--- Input records ---
*** Block opens ***
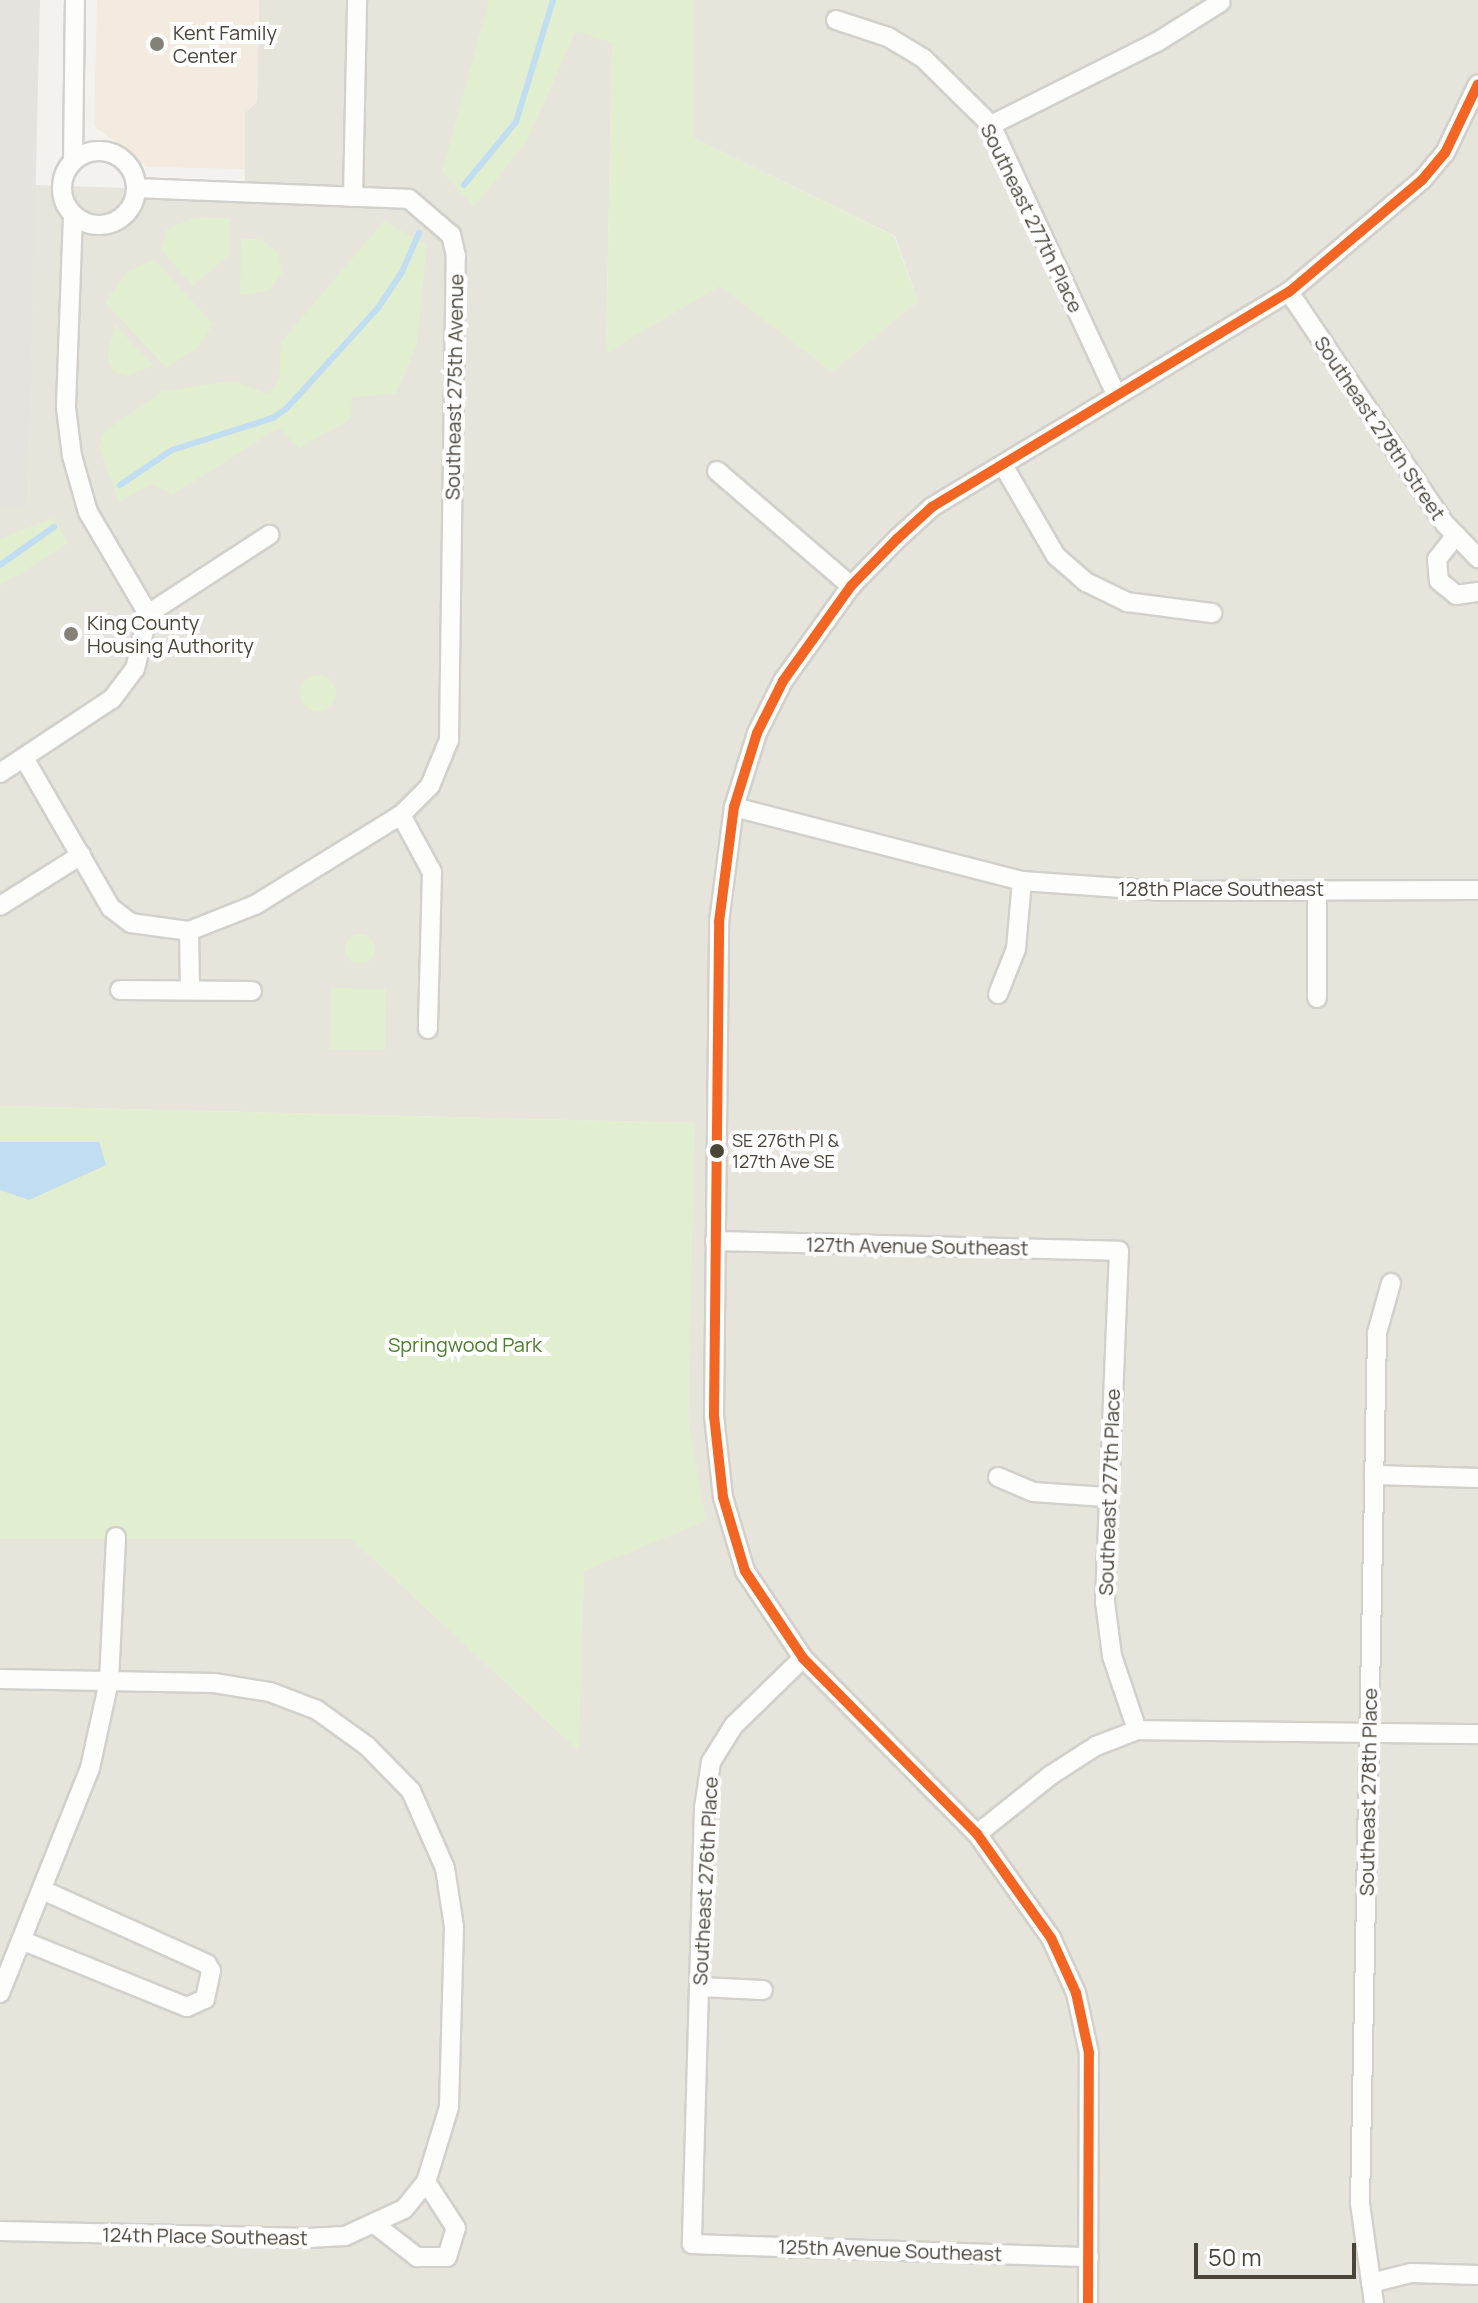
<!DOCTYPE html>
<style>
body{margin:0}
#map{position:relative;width:1478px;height:2303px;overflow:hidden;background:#f4f2ee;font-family:Manrope,sans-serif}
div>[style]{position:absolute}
.residential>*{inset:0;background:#e7e4dc}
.commercial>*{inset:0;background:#f3ebdf}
.industrial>*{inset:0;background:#e6e2de}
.green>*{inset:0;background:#e1eecf}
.round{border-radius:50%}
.water>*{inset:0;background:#c0ddf1}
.stream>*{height:6px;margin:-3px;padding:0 3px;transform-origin:3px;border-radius:3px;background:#c0ddf1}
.roads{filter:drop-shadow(2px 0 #d2d0cb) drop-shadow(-2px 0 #d2d0cb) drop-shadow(0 2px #d2d0cb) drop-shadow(0 -2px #d2d0cb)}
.minor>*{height:18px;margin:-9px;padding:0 9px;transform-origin:9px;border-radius:9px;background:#fdfdfc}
.minor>.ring{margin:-9px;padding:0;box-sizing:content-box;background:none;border:18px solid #fdfdfc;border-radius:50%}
.bus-1>*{height:10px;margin:-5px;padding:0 5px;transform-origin:5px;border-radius:5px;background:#f26522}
.dots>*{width:22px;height:22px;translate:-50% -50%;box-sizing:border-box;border:4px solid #fff;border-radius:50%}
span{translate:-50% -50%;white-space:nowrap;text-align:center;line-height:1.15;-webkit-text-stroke:8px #fff;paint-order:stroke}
.bus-label{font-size:18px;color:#4b4439}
.left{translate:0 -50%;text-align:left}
.poi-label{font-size:20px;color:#4b4439}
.street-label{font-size:20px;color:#4b4439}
.park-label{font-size:20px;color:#4a7f2a}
.scale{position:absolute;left:1194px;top:2243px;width:162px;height:36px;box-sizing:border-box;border:4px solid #4b4439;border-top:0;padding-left:10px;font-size:24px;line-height:28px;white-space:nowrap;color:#4b4439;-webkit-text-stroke:6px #fff;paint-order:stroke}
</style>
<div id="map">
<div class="residential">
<div style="clip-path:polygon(259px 0,613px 0,606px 352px,720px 285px,832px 372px,918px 301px,895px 236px,694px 138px,694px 0,1478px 0,1478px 2303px,0 2303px,0 1539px,352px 1539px,578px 1750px,584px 1570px,694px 1469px,688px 1419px,694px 1123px,0 1106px,0 507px,28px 507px,35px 185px,245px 192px,244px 113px,257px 101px)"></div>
</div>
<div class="commercial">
<div style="clip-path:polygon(97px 0,259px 0,257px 102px,245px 113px,245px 169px,147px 167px,94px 126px)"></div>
</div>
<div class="industrial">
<div style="clip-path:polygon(0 0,40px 0,28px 507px,0 507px)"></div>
</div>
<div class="green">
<div style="clip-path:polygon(489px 0,694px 0,694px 138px,894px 236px,918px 301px,832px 372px,720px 286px,606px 353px,612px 43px,576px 31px,527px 141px,474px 207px,442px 172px)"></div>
<div style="clip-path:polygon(197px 217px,230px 218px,230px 254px,193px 286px,161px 250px,167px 229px)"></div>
<div style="clip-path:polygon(384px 221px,427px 245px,417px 344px,396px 394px,352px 397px,351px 419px,299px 448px,279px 428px,172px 495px,153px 484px,119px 502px,99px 447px,104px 432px,163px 391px,234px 381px,268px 394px,279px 380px,281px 342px)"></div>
<div style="clip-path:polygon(241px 239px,260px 239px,278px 252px,282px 273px,269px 291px,240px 295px)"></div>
<div style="clip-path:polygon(154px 259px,213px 324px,198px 348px,166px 368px,105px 302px,128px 271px)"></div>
<div style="clip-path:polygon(115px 325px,154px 366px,126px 376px,113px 371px,107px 357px)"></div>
<div style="clip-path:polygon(52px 518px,69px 543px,0 586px,0 539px)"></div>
<div class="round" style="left:300px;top:675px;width:36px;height:36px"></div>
<div class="round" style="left:345px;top:934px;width:30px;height:30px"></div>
<div style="clip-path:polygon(331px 988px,386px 989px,385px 1050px,330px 1049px)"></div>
<div style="clip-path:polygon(0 1106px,695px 1123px,688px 1419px,706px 1521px,584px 1571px,579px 1751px,352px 1539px,0 1539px)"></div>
</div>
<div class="water">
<div style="clip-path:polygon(0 1142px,99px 1142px,106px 1165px,29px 1200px,0 1190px)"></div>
</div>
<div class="stream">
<div style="left:464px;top:185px;width:82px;rotate:-50.5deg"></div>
<div style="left:516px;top:122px;width:127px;rotate:-73.1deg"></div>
<div style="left:120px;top:485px;width:63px;rotate:-33.9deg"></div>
<div style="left:172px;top:450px;width:106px;rotate:-17.6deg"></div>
<div style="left:273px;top:418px;width:16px;rotate:-35deg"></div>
<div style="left:286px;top:409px;width:137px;rotate:-47.7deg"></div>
<div style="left:378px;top:308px;width:43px;rotate:-56.3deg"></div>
<div style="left:402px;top:272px;width:43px;rotate:-66.4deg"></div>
<div style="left:0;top:565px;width:66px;rotate:-35.1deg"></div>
</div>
<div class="roads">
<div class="minor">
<div style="left:836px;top:20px;width:55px;rotate:18.1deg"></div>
<div style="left:888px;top:37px;width:41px;rotate:31deg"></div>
<div style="left:923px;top:58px;width:95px;rotate:44.6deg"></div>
<div style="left:991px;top:125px;width:297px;rotate:65.1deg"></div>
<div style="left:991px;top:125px;width:186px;rotate:-26.6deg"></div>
<div style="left:1157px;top:42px;width:75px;rotate:-32deg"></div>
<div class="ring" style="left:62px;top:151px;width:56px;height:56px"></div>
<div style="left:73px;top:161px;width:161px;rotate:-89.3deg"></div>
<div style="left:353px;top:197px;width:197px;rotate:-88.8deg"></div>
<div style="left:73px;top:215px;width:193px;rotate:92.1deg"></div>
<div style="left:66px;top:408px;width:48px;rotate:82.9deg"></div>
<div style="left:72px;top:456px;width:58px;rotate:74.1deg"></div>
<div style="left:88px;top:512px;width:118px;rotate:59.5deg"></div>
<div style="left:1289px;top:292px;width:278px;rotate:56.1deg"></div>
<div style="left:1444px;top:523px;width:49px;rotate:45.8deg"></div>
<div style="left:1003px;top:465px;width:105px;rotate:59.8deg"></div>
<div style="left:1056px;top:556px;width:40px;rotate:41deg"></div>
<div style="left:1086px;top:582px;width:46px;rotate:26deg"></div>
<div style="left:1127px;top:602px;width:86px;rotate:7.4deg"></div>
<div style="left:717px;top:471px;width:177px;rotate:40.6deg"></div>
<div style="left:1456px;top:535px;width:31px;rotate:128deg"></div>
<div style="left:1437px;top:559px;width:22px;rotate:85deg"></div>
<div style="left:1439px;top:581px;width:22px;rotate:39deg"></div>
<div style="left:1456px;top:595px;width:22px;rotate:-8deg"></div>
<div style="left:148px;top:614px;width:145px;rotate:-33.1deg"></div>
<div style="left:24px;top:758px;width:173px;rotate:59.9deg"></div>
<div style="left:111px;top:908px;width:25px;rotate:37deg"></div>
<div style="left:131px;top:923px;width:59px;rotate:7.9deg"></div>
<div style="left:189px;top:931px;width:71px;rotate:-21.5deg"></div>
<div style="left:255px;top:905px;width:172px;rotate:-31.7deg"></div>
<div style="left:401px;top:815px;width:41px;rotate:-45deg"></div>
<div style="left:430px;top:786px;width:50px;rotate:-67.6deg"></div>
<div style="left:449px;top:740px;width:484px;rotate:-89.2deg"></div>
<div style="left:456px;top:256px;width:22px;rotate:-103deg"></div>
<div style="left:451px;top:235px;width:55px;rotate:-139.4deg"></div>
<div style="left:409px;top:199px;width:272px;rotate:-177.7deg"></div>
<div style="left:0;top:773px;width:134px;rotate:-33.5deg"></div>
<div style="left:112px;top:699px;width:38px;rotate:-53deg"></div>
<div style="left:135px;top:669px;width:57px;rotate:-76.7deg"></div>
<div style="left:734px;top:807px;width:297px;rotate:14.4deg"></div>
<div style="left:1022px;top:881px;width:142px;rotate:4deg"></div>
<div style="left:1164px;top:891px;width:314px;rotate:-0.2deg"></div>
<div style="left:401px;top:815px;width:65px;rotate:61.5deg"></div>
<div style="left:432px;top:872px;width:157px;rotate:91.5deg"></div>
<div style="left:0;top:906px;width:96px;rotate:-32.2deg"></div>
<div style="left:189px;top:931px;width:58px;rotate:89deg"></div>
<div style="left:120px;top:990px;width:132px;rotate:0.4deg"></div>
<div style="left:998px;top:994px;width:48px;rotate:-68.2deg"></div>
<div style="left:1016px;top:949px;width:68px;rotate:-85deg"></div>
<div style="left:1317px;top:998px;width:109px;rotate:-90deg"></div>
<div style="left:715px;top:1241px;width:404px;rotate:1.4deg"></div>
<div style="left:1119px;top:1251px;width:351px;rotate:92.3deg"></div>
<div style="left:1105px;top:1602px;width:54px;rotate:82.6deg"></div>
<div style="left:1112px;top:1656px;width:78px;rotate:71.3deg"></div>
<div style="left:1374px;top:1475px;width:104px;rotate:1.7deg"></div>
<div style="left:998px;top:1477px;width:38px;rotate:23deg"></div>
<div style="left:1033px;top:1492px;width:73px;rotate:3.9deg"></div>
<div style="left:803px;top:1658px;width:96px;rotate:135.8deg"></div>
<div style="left:734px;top:1725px;width:44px;rotate:121.9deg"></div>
<div style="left:711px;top:1762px;width:47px;rotate:98.7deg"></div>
<div style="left:704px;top:1808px;width:436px;rotate:91.6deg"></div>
<div style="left:692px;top:2244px;width:397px;rotate:1.9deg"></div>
<div style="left:0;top:1679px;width:214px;rotate:1.1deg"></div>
<div style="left:214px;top:1683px;width:57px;rotate:9.1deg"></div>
<div style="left:270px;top:1692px;width:50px;rotate:21deg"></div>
<div style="left:317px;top:1710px;width:62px;rotate:35.8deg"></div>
<div style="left:367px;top:1746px;width:63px;rotate:45.6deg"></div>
<div style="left:411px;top:1791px;width:84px;rotate:66.2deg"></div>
<div style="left:445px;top:1868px;width:60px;rotate:81.3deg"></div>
<div style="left:454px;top:1927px;width:180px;rotate:91.6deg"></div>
<div style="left:449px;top:2107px;width:78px;rotate:107deg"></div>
<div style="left:426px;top:2182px;width:35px;rotate:129deg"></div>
<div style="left:404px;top:2209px;width:65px;rotate:155.4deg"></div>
<div style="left:345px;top:2236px;width:34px;rotate:177deg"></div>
<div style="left:311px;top:2238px;width:311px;rotate:-178.7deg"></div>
<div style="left:977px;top:1834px;width:95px;rotate:-38.6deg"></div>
<div style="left:1051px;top:1775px;width:54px;rotate:-32.8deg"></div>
<div style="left:1096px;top:1746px;width:44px;rotate:-21.3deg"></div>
<div style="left:1137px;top:1730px;width:341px;rotate:0.7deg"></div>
<div style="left:21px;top:1940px;width:179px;rotate:22deg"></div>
<div style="left:187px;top:2007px;width:20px;rotate:-24deg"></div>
<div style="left:205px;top:1999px;width:29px;rotate:-78deg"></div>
<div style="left:211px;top:1971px;width:8px;rotate:-120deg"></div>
<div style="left:207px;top:1964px;width:181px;rotate:-155.8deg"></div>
<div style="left:699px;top:1987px;width:64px;rotate:2.7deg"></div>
<div style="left:0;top:1993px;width:242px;rotate:-68.2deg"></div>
<div style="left:90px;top:1768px;width:89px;rotate:-77.7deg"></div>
<div style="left:109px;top:1681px;width:144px;rotate:-87.2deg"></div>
<div style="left:377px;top:2226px;width:51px;rotate:37.8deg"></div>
<div style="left:417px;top:2257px;width:30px"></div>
<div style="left:447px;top:2257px;width:30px;rotate:-73deg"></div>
<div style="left:456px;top:2228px;width:55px;rotate:-123.1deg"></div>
<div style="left:1371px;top:2283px;width:41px;rotate:-14deg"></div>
<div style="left:1411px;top:2273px;width:67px;rotate:1.7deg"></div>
<div style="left:1088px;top:2303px;width:250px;rotate:-89.8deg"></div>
<div style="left:1089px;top:2053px;width:61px;rotate:-102.2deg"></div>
<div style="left:1076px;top:1993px;width:60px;rotate:-114.4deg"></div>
<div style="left:1051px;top:1938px;width:128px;rotate:-125.4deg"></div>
<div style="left:977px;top:1834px;width:247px;rotate:-134.7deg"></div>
<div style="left:803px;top:1658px;width:105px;rotate:-123.7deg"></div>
<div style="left:745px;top:1571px;width:77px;rotate:-106.6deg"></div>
<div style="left:723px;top:1497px;width:81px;rotate:-96.3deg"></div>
<div style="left:714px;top:1416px;width:494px;rotate:-89.4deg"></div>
<div style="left:719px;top:922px;width:116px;rotate:-82.6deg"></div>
<div style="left:734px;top:807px;width:77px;rotate:-72.7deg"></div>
<div style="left:757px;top:733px;width:58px;rotate:-63.4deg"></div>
<div style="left:783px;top:681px;width:117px;rotate:-54.4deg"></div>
<div style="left:851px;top:586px;width:66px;rotate:-45.6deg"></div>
<div style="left:897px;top:539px;width:47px;rotate:-42.4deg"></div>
<div style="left:932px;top:507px;width:417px;rotate:-31.1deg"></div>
<div style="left:1289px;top:292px;width:174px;rotate:-40.1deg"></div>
<div style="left:1422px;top:180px;width:35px;rotate:-50deg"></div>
<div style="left:1445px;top:153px;width:76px;rotate:-64.4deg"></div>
<div style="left:1374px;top:2303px;width:100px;rotate:-98deg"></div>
<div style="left:1360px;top:2204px;width:871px;rotate:-88.88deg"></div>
<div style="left:1377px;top:1333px;width:52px;rotate:-74.4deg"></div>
</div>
</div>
<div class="bus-1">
<div style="left:1088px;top:2303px;width:250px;rotate:-89.8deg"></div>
<div style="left:1089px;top:2053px;width:61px;rotate:-102.2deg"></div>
<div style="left:1076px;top:1993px;width:60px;rotate:-114.4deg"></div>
<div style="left:1051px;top:1938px;width:128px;rotate:-125.4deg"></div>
<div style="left:977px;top:1834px;width:247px;rotate:-134.7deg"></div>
<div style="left:803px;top:1658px;width:105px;rotate:-123.7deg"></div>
<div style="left:745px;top:1571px;width:77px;rotate:-106.6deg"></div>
<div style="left:723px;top:1497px;width:81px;rotate:-96.3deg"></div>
<div style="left:714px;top:1416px;width:494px;rotate:-89.4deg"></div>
<div style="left:719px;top:922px;width:116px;rotate:-82.6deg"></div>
<div style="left:734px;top:807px;width:77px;rotate:-72.7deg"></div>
<div style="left:757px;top:733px;width:58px;rotate:-63.4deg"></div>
<div style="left:783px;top:681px;width:117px;rotate:-54.4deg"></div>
<div style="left:851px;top:586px;width:66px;rotate:-45.6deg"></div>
<div style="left:897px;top:539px;width:47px;rotate:-42.4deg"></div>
<div style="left:932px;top:507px;width:417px;rotate:-31.1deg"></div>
<div style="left:1289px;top:292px;width:174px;rotate:-40.1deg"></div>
<div style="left:1422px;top:180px;width:35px;rotate:-50deg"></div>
<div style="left:1445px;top:153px;width:76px;rotate:-64.4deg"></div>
</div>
<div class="dots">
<div style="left:157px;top:44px;background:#868178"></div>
<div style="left:71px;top:634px;background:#868178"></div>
<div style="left:717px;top:1151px;background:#4b4439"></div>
</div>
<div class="bus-label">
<span class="left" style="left:732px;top:1151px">SE 276th Pl &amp;<br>127th Ave SE</span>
</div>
<div class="poi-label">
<span class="left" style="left:173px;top:44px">Kent Family<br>Center</span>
<span class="left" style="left:87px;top:634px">King County<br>Housing Authority</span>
</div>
<div class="street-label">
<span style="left:1032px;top:218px;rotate:64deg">Southeast 277th Place</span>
<span style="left:454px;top:387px;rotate:-89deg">Southeast 275th Avenue</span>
<span style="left:1380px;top:428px;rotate:56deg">Southeast 278th Street</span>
<span style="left:1221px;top:888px">128th Place Southeast</span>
<span style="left:917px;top:1246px;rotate:1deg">127th Avenue Southeast</span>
<span style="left:1109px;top:1492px;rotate:-88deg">Southeast 277th Place</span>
<span style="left:1368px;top:1792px;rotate:-89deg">Southeast 278th Place</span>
<span style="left:705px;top:1881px;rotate:-87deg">Southeast 276th Place</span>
<span style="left:205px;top:2236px;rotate:1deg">124th Place Southeast</span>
<span style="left:890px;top:2250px;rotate:2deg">125th Avenue Southeast</span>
</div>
<div class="park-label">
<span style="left:465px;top:1344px">Springwood Park</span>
</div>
<div class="scale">50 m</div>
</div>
*** Block closes ***
--- Task to carry out ---
Copy every line of the listing containing the string "stream".

--- Problem solution ---
.stream>*{height:6px;margin:-3px;padding:0 3px;transform-origin:3px;border-radius:3px;background:#c0ddf1}
<div class="stream">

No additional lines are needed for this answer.